閑話 春祭りと深紅の少年騎士 その3。
私が言葉を告げ終わっても、なかなか反応を返さない少年。
面倒ごとになる前に私は、この場を去るべきか、それとも素直に謝罪だけはした方が良いのか迷ってしまいました。
そんな私の迷いとは裏腹に、突然目の前の少年は人目も憚らず大きな笑い声を上げ始めました。
「ふ、ふははは、くくっ、わっ、悪いな。
女に俺のこの笑顔を見てっ、そんな事を言われたのは初めてだっっ!くっ、ふははっ!!」
・・・よし、最初から赤の他人なんですし、もう会う事はないでしょうから放置しましょう。

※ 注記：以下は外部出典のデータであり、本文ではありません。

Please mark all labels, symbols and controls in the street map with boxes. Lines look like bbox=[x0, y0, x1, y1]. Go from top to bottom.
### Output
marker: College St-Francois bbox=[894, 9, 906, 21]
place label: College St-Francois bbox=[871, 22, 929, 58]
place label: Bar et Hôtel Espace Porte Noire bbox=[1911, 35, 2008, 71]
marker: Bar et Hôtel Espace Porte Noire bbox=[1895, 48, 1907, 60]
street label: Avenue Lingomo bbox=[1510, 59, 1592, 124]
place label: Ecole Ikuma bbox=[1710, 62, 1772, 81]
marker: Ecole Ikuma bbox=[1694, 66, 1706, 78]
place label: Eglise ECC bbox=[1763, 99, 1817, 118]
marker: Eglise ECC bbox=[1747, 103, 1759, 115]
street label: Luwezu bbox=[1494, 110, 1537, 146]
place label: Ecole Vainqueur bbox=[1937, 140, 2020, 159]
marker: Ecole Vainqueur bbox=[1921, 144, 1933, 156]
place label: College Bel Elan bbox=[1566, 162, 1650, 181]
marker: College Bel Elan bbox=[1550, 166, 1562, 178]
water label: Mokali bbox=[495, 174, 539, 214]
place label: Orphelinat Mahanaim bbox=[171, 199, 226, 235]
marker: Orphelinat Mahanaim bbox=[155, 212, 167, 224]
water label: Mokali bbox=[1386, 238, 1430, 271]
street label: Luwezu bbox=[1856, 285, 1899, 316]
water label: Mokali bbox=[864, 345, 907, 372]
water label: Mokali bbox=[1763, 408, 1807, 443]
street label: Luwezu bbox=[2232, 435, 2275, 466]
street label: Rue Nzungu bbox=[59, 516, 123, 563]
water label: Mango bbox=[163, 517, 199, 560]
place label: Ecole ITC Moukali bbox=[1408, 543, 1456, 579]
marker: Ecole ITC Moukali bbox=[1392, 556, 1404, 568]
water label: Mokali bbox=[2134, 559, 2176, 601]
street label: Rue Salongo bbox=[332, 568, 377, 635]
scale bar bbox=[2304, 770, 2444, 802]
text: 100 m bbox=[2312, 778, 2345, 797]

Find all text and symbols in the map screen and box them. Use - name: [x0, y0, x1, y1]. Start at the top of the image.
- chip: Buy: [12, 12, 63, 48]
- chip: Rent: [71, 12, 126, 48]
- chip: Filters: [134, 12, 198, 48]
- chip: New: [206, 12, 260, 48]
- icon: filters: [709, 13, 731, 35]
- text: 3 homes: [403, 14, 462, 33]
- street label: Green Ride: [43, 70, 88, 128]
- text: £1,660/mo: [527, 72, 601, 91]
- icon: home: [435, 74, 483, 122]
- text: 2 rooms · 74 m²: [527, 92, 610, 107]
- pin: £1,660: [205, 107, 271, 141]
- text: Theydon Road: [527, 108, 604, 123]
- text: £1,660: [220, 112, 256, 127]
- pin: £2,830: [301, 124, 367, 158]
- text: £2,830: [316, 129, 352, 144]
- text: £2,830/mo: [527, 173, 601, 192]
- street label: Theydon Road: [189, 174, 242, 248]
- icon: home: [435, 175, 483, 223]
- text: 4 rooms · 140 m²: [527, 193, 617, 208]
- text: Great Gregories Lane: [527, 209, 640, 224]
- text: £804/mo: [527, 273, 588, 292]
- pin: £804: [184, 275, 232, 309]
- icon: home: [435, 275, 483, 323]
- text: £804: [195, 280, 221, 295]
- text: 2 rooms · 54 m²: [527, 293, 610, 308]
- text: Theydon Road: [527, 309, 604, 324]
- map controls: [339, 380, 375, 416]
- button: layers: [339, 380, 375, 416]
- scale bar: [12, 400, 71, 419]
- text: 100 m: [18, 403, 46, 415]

ええ、そうしましょう。
そろり、そろりと少年を刺激しないように徐々に距離をとります。
私の歩幅でですが、数歩分の距離を取ることに成功し、そのまま背を向け走り出そうとした私。
・・・ですが、走り出すことは叶いませんでした。
「・・・離して頂きたいのですが。」
「嫌だね。」
「・・・。」
短く私の言葉を却下した少年に対して、思わずじと目になってしまいます。
「くっ、そんなに睨むなって。」
「睨んでいません。」
ああ。全くもう。本当に、面倒なことになりました。・・・これだから、貴族のぼんぼんは嫌なんですよ。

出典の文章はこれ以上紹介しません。